* Your goal *
What is the number of lines in the entries that include the word "scale"? Respond with the number only.

Data records
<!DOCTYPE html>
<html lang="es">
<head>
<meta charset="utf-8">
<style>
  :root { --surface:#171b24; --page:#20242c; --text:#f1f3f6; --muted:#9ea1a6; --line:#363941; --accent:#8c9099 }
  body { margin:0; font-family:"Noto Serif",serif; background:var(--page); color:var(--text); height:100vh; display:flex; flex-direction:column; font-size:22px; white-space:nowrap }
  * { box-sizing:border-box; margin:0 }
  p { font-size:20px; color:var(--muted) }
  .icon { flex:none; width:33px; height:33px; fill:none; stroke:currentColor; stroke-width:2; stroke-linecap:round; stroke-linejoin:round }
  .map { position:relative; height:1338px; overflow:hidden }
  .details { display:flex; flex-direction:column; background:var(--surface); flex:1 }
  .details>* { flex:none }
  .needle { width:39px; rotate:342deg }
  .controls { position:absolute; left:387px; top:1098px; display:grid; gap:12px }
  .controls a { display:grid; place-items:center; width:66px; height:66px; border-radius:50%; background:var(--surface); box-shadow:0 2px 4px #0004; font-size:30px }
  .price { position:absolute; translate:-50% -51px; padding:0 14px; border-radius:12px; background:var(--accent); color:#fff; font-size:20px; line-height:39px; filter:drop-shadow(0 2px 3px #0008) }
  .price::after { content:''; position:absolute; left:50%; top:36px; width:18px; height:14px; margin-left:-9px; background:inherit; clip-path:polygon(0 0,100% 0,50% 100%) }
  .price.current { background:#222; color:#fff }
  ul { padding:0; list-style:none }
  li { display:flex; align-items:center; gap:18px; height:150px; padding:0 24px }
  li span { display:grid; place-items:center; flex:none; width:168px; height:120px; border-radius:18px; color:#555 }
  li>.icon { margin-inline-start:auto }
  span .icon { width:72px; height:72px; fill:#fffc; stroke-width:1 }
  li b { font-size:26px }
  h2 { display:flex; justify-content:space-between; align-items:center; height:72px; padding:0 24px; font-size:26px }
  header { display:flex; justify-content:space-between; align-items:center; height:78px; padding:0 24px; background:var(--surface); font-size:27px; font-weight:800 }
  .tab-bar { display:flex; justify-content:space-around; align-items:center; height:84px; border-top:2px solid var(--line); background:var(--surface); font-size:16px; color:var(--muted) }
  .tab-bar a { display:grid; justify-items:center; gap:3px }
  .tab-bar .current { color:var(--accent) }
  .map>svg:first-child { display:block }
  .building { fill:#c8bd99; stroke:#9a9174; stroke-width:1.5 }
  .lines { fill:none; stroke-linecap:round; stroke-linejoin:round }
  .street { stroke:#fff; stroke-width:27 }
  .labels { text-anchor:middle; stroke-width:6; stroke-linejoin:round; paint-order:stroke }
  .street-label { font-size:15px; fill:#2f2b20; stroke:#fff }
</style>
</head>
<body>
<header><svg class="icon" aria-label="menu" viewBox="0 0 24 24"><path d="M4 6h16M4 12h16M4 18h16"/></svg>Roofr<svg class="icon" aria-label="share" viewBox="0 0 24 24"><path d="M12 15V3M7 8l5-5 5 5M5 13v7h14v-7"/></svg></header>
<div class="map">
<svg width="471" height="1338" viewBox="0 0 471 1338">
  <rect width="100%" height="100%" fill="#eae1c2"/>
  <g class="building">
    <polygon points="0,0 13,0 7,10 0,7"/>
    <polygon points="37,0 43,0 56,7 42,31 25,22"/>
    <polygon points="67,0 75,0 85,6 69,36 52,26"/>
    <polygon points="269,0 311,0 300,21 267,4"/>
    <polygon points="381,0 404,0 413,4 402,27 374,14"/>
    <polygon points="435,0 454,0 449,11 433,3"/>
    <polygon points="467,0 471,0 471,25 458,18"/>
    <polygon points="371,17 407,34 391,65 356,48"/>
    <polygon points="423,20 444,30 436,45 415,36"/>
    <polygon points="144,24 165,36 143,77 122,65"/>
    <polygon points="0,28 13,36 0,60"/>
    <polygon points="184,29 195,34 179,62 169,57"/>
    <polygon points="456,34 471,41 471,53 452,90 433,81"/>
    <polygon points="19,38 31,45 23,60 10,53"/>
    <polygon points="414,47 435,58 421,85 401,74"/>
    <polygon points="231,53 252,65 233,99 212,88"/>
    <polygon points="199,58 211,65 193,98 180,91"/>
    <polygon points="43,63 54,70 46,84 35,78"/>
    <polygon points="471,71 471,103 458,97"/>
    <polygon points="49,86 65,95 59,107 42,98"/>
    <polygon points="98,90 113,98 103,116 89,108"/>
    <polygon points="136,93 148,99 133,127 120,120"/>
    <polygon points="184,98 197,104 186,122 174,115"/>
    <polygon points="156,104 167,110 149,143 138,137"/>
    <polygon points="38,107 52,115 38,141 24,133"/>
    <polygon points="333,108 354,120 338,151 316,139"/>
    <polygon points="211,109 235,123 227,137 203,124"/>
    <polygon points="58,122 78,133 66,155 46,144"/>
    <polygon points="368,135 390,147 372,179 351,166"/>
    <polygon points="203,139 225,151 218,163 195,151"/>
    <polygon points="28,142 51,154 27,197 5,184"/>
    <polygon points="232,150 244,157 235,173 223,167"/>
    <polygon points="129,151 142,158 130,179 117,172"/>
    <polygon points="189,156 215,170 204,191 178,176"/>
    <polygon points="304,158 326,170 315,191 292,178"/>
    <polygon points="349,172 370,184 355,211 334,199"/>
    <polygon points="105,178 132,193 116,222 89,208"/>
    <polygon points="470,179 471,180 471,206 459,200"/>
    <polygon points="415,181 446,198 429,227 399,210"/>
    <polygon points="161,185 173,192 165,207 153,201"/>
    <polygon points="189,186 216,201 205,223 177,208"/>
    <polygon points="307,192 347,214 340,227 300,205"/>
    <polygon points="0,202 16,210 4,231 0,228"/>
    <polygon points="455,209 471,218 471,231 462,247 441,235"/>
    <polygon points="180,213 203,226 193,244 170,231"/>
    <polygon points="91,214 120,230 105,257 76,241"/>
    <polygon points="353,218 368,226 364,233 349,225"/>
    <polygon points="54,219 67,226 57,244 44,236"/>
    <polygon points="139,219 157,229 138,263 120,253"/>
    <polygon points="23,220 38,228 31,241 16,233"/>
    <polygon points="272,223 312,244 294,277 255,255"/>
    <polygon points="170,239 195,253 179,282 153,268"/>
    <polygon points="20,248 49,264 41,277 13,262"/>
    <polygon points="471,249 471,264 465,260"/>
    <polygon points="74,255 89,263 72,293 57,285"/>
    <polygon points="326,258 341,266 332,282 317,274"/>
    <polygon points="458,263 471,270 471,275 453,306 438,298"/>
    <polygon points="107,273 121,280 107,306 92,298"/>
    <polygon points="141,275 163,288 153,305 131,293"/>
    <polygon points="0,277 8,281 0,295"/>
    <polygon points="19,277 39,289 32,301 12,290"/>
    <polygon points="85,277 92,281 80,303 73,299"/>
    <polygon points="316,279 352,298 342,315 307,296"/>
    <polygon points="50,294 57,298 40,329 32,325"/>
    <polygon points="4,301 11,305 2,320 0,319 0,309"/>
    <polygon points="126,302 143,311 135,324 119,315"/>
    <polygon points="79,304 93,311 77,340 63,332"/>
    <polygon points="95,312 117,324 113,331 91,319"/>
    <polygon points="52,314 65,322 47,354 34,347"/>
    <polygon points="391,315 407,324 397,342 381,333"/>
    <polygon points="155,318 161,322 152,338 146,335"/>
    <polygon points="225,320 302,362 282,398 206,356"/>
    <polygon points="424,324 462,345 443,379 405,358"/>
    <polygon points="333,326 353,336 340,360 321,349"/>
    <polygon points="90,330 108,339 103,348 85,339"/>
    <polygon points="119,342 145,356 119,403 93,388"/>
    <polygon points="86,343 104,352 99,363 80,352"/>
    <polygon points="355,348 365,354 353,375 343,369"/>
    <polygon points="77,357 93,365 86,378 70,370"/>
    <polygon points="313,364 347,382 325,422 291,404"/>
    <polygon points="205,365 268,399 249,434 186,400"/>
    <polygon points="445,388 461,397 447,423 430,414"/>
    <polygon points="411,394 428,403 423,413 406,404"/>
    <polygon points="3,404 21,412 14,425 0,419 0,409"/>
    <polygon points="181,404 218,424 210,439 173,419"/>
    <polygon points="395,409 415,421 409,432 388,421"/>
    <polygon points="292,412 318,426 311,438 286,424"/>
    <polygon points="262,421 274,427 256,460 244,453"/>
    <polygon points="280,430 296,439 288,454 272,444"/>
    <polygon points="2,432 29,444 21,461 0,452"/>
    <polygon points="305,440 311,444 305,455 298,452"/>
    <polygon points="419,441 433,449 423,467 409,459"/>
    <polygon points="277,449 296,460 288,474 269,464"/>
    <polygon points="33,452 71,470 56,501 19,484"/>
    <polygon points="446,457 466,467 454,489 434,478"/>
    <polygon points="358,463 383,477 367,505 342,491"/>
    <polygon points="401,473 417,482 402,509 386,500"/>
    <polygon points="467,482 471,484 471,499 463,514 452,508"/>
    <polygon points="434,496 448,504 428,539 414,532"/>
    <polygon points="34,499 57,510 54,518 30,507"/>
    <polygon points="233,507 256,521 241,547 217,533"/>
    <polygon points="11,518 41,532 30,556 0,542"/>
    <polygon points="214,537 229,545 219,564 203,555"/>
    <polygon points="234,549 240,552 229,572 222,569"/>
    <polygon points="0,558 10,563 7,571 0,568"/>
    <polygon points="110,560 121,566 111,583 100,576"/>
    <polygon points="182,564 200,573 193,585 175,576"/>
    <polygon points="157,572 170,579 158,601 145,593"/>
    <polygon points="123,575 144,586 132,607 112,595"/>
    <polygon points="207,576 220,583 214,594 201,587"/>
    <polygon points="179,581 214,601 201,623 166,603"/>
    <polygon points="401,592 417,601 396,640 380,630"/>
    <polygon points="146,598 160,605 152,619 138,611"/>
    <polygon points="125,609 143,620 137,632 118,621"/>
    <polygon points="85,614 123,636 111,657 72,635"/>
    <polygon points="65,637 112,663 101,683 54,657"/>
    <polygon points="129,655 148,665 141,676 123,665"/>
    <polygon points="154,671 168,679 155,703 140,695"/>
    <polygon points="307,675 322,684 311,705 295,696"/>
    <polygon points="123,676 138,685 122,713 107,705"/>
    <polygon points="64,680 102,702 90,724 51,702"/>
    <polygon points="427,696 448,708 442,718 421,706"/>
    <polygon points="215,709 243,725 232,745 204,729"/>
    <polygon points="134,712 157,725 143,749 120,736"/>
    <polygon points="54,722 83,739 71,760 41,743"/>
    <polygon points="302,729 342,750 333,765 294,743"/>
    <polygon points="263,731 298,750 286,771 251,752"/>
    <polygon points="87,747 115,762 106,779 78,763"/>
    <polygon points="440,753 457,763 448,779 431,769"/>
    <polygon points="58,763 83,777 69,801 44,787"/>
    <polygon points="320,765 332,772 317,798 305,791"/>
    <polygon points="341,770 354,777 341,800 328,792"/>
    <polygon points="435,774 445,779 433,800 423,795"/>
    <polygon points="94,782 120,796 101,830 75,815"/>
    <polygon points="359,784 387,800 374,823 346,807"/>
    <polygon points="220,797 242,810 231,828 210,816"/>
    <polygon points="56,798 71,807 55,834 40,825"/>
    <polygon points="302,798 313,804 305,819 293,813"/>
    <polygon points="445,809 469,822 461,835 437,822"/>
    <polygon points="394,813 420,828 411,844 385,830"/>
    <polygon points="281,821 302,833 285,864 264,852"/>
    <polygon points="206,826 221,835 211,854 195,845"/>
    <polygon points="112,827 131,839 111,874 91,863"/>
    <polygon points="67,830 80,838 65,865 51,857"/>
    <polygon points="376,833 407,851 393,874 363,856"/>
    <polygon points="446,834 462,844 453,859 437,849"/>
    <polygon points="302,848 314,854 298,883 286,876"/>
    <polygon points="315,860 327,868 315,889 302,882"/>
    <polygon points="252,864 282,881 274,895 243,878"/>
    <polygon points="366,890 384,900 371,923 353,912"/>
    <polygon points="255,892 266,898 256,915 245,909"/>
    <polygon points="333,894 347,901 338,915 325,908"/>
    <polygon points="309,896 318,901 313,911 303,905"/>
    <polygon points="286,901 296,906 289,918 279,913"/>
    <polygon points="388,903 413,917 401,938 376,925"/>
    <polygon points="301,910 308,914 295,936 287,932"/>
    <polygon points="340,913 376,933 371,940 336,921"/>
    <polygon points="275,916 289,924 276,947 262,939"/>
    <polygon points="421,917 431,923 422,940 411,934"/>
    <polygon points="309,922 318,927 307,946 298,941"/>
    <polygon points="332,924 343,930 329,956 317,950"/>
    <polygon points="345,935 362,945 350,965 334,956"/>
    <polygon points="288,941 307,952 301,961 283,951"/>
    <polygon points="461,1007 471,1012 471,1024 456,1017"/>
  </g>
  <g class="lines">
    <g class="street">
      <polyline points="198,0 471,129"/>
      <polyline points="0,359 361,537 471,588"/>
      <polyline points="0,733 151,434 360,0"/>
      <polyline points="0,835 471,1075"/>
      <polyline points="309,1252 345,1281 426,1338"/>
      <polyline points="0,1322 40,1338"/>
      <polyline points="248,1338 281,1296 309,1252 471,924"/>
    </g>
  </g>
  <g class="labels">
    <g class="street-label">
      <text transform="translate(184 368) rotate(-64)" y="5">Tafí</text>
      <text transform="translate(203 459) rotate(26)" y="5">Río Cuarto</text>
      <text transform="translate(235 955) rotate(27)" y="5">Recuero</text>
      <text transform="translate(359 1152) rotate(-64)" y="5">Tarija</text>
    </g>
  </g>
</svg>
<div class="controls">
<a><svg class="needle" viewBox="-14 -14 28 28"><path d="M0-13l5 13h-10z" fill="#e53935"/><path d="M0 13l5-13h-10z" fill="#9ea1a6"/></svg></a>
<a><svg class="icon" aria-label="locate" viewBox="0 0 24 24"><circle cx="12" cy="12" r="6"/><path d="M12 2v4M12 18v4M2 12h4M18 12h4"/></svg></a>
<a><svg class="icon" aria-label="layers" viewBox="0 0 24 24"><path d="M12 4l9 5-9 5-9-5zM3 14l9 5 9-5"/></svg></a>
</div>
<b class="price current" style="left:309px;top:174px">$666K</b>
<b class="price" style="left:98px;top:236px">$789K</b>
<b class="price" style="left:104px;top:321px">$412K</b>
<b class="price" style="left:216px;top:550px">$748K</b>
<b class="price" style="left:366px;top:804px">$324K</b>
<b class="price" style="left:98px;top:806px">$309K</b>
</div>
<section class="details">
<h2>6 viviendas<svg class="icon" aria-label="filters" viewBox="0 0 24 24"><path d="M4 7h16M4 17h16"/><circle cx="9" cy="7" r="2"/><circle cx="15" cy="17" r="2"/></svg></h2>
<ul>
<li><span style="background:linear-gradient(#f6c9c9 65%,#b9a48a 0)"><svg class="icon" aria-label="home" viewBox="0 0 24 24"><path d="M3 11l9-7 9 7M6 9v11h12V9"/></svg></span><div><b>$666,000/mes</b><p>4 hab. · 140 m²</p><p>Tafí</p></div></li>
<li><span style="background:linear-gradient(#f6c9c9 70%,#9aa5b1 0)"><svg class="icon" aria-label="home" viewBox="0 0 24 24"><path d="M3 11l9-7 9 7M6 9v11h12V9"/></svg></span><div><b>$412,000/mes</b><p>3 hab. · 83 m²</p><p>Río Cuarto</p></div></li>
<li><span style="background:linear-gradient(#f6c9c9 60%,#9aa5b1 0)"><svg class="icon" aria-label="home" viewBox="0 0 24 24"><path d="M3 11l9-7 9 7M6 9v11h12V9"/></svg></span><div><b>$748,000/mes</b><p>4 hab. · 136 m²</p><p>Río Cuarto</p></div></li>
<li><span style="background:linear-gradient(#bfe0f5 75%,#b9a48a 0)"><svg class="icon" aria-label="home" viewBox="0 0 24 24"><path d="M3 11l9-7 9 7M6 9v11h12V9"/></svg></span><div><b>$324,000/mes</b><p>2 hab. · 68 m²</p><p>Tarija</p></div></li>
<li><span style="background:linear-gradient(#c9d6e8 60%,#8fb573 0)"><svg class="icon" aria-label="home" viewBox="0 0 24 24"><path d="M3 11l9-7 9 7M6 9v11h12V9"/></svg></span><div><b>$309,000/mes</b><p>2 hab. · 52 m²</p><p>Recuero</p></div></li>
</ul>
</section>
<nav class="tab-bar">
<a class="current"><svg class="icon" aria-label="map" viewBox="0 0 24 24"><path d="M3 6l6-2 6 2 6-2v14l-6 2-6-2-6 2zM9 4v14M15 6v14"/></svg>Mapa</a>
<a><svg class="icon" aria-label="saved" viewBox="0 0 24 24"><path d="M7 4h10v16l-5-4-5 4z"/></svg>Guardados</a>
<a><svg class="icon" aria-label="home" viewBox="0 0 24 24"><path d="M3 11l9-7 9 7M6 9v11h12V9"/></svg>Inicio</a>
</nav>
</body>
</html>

==

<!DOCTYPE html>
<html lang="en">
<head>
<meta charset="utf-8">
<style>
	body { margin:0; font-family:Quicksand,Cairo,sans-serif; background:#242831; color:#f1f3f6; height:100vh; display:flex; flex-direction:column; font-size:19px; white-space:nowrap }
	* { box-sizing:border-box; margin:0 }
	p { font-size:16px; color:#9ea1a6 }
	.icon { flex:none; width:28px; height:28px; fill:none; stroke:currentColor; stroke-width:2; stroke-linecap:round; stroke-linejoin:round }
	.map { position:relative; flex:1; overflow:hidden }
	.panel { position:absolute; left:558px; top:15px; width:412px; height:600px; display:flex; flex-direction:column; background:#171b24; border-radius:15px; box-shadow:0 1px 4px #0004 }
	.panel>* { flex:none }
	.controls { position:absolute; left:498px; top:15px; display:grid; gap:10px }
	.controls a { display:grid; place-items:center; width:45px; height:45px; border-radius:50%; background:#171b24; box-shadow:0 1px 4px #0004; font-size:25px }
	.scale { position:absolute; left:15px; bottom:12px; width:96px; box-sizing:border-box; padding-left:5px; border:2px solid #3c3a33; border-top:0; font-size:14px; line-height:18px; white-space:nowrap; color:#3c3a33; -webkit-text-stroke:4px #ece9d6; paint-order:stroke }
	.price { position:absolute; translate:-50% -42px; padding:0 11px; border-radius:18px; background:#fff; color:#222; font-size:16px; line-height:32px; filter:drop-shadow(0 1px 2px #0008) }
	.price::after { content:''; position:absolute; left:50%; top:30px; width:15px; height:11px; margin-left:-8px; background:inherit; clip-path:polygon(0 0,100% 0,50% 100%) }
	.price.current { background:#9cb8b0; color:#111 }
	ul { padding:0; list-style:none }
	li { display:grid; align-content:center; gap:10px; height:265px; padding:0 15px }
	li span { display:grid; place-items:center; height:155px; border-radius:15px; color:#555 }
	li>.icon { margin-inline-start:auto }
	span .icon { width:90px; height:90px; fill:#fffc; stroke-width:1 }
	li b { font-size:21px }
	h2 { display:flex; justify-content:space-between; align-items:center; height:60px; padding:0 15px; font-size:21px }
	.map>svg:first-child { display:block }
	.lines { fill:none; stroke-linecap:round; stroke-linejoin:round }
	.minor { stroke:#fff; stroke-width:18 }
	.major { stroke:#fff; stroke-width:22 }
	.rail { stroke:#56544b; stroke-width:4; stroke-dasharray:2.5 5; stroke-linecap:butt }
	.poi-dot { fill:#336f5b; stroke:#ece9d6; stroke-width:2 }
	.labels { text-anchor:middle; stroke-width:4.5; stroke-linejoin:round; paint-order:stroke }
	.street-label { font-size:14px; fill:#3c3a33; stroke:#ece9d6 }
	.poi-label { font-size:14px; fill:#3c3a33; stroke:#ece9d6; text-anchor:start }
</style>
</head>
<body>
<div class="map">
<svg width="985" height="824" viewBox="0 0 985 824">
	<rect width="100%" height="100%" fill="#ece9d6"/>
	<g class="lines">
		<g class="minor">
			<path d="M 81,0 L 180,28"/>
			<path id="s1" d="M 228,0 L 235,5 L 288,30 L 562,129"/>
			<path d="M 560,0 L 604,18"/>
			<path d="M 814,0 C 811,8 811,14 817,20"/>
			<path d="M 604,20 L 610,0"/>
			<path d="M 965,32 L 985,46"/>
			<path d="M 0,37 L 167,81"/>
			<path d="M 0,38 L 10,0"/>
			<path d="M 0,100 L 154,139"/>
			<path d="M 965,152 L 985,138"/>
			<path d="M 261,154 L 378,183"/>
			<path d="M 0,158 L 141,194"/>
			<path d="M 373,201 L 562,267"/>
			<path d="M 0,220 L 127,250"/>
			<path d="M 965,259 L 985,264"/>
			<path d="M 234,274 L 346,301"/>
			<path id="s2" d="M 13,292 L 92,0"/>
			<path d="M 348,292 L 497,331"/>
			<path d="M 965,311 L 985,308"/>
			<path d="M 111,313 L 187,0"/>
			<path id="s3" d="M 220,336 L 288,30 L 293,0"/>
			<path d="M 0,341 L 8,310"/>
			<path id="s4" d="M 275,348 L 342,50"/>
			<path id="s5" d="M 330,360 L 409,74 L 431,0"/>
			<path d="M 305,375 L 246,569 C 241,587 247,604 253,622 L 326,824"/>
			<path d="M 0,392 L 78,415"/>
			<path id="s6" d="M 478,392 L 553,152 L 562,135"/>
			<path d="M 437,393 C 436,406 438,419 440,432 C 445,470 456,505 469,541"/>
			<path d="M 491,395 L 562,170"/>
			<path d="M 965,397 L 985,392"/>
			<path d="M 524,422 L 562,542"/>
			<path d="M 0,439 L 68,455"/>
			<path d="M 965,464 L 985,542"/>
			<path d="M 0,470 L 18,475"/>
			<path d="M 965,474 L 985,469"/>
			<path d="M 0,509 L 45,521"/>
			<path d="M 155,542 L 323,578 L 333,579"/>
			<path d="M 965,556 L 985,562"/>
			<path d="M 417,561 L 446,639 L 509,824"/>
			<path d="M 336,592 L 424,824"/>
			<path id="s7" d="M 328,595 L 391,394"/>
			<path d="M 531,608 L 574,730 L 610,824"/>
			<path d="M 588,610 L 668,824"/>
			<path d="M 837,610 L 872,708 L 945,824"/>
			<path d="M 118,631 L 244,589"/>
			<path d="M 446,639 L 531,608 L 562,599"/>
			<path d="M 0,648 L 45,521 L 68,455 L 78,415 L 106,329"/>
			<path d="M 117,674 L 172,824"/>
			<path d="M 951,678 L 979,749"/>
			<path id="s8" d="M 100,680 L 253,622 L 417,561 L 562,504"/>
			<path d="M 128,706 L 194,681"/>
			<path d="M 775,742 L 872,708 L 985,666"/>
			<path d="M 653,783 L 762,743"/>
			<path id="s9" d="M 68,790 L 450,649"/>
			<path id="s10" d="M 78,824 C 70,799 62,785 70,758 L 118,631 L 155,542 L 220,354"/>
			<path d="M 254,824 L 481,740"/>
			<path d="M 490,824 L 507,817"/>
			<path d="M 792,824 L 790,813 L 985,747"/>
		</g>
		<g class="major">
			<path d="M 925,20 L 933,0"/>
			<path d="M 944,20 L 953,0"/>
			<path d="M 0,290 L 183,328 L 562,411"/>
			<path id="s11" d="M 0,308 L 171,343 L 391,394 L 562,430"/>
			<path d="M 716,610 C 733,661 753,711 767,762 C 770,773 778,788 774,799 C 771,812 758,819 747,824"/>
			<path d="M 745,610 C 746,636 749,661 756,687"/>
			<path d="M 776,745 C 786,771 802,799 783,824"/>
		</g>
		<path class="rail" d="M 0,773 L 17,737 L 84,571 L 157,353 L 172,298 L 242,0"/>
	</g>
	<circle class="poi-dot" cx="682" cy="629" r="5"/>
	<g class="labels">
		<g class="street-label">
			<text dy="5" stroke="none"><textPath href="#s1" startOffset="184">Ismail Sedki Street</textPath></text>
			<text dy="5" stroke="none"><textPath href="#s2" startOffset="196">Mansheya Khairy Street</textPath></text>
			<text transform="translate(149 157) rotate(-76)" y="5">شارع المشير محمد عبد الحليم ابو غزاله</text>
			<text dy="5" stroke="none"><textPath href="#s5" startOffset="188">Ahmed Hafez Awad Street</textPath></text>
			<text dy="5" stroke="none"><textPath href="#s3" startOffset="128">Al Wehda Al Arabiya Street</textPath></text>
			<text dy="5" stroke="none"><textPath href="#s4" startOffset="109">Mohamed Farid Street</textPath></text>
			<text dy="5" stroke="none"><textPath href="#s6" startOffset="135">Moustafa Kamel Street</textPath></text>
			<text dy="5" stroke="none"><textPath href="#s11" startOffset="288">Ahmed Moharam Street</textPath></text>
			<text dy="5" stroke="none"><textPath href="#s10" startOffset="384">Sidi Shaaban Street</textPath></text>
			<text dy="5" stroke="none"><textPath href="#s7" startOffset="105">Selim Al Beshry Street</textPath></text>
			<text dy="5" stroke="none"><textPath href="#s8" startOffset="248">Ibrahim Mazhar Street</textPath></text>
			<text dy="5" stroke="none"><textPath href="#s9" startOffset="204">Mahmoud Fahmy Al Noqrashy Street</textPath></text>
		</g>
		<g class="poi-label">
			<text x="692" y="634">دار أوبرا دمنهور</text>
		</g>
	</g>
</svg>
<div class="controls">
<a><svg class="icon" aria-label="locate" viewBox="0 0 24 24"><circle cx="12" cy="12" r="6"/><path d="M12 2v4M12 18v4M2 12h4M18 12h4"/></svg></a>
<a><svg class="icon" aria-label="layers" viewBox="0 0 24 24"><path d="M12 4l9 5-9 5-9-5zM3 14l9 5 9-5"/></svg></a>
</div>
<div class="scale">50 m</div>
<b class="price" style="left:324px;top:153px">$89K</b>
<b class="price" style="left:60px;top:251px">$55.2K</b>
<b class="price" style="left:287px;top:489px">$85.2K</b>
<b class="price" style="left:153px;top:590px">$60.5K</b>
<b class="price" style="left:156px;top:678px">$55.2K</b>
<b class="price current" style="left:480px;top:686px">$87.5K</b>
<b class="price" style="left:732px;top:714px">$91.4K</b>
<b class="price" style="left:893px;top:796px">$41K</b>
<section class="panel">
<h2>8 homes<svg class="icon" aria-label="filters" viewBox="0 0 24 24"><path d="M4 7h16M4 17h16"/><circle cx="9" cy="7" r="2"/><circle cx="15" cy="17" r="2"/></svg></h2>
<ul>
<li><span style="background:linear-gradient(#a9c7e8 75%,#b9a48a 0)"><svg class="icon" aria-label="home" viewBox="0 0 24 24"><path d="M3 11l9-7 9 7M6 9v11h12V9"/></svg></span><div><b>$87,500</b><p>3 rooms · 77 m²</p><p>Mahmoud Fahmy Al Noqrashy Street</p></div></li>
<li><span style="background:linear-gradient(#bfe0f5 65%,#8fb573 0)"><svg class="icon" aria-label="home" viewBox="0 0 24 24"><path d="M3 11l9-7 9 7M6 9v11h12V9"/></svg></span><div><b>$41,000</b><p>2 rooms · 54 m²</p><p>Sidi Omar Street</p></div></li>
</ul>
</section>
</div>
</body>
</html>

* Task solution *
2